Tracking Devolution: The Survey of Program Dynamics

 Robert A. Kominski
 Daniel H. Weinberg


The Census Bureau is currently in the field collecting data for a new study, the Survey of Program Dynamics.  The project has been brought to life as a result of the passage of welfare reform legislation developed during the 1996 Congress.  The goal of the survey is to track some of the long-lasting effects of the decentralization of the welfare system in the United States, and the social, economic and demographic impacts these changes will  have on families, adults and children over time.  The initial impetus for the survey did not arise from the welfare reform act, but in a desire to develop a vehicle for monitoring long-term changes in families.  Preparatory work done during the past few years laid the groundwork for the Bureau to capitalize on the opportunity created by the passage of the welfare reform bill.  In this paper, we discuss some of the background leading up to the development of the survey, the basic design as currently formulated, the main components of the survey design, some of the technical issues we have had to resolve thus far, and our current status.

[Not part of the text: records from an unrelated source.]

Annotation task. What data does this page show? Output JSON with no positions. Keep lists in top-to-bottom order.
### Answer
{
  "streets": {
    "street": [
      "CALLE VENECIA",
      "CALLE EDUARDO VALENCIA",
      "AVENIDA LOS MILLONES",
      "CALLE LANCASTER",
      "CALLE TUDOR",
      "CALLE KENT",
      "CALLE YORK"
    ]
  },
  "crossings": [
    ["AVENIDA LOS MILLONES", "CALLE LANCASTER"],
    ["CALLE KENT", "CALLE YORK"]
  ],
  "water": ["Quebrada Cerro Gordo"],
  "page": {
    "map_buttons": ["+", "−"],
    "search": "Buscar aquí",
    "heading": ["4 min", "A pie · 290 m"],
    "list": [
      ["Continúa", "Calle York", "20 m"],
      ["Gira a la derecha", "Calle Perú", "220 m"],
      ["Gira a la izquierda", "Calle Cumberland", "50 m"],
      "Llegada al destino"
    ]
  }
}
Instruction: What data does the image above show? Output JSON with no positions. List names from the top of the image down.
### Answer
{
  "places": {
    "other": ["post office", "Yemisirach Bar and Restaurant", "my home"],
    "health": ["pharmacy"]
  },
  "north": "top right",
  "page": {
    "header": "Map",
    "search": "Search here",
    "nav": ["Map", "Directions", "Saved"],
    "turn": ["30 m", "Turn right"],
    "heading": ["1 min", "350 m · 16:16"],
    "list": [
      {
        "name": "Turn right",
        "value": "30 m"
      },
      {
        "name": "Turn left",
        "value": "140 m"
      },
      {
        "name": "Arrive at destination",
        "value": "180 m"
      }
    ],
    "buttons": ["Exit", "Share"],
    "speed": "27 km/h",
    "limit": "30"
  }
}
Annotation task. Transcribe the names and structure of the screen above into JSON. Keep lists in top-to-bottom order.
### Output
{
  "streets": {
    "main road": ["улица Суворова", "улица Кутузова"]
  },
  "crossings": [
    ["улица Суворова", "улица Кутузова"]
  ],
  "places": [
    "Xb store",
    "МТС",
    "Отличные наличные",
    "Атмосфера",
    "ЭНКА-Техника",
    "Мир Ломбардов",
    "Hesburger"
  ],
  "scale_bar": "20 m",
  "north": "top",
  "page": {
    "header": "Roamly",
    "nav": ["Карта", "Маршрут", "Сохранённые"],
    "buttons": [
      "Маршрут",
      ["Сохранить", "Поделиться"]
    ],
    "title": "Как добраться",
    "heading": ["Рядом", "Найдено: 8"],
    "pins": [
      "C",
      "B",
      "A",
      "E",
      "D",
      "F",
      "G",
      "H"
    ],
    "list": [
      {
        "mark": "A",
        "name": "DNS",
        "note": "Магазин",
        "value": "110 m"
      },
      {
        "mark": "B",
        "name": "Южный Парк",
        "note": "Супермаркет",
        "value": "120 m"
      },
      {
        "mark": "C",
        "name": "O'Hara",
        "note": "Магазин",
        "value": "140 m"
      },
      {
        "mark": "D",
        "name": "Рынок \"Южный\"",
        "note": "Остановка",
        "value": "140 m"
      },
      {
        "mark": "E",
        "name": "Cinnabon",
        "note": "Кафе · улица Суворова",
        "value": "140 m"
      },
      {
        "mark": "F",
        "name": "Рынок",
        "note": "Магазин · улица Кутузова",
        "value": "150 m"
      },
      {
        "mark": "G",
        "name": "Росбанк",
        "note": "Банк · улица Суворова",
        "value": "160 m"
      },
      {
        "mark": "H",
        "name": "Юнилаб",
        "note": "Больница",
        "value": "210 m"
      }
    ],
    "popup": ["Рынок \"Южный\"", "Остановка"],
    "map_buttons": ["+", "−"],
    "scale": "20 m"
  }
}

The beginning of the Survey of Program Dynamics was located in a small group of Census Bureau researchers who felt that there was a need for a long-term survey vehicle to monitor social, demographic and economic change in the U.S. population.  During the early 1990's  the Census Bureau was actively engaged in the redesign of the Survey of Income and Program Participation (SIPP), the agency's primary vehicle for measuring longitudinal economic conditions in U.S. households.  Among the issues being seriously discussed at that time was the appropriate length of the new longitudinal panel.  Panels conducted since 1984 (the start of the SIPP program) had lasted, for the most part, about 32 months each, with data collected for each month of observation, and a new panel gegun at the start of each calendar year.  Some researchers (both within and outside the Bureau) had argued that the 32-month period was not fully effective in monitoring the kinds of phenomena the survey was supposed to focus on, for example, job activities, spells of unemployment and program participation.  The National Academy of Sciences, in its review of the SIPP program, had urged the Bureau to consider lengthening the longitudinal observation period.  After much deliberation and research, the Bureau ultimately decided on a new non-overlapping panel design of 4 years observation, with the first new panel slated to begin in 1996.

Despite this decision, there was still a feeling among some researchers that even a 4-year period of observation would not be highly useful for studying many of the social and demographic changes associated with changing economic conditions households experience over time.   In early 1993 a group of Bureau scientists began discussions about a possible ‘extended' SIPP panel which would follow respondents from a conventional SIPP panel for some additional amount of time.  The result of the work of these individuals and their discussions with colleagues at other agencies, especially Health and Human Services, was that there was interest in the development of an ‘extended SIPP panel'.    Interest was particularly strong regarding the long-term effects of economic conditions and changes on the children in these households.  During 1993 and 1994, several federal agencies, Health and Human Services, and Food and Consumer Services in the Department of Agriculture, began to reinforce their interest with the appropriation of small amounts of  money to the Census Bureau to try to develop a new long-term survey instrument.  Other sources of interest, focused through NICHD's Family & Child Well-Being Research Network, a national collaboration of academic and other researchers working on children's issues,  began providing background material for a wide array of issues that might be addressed in such a survey.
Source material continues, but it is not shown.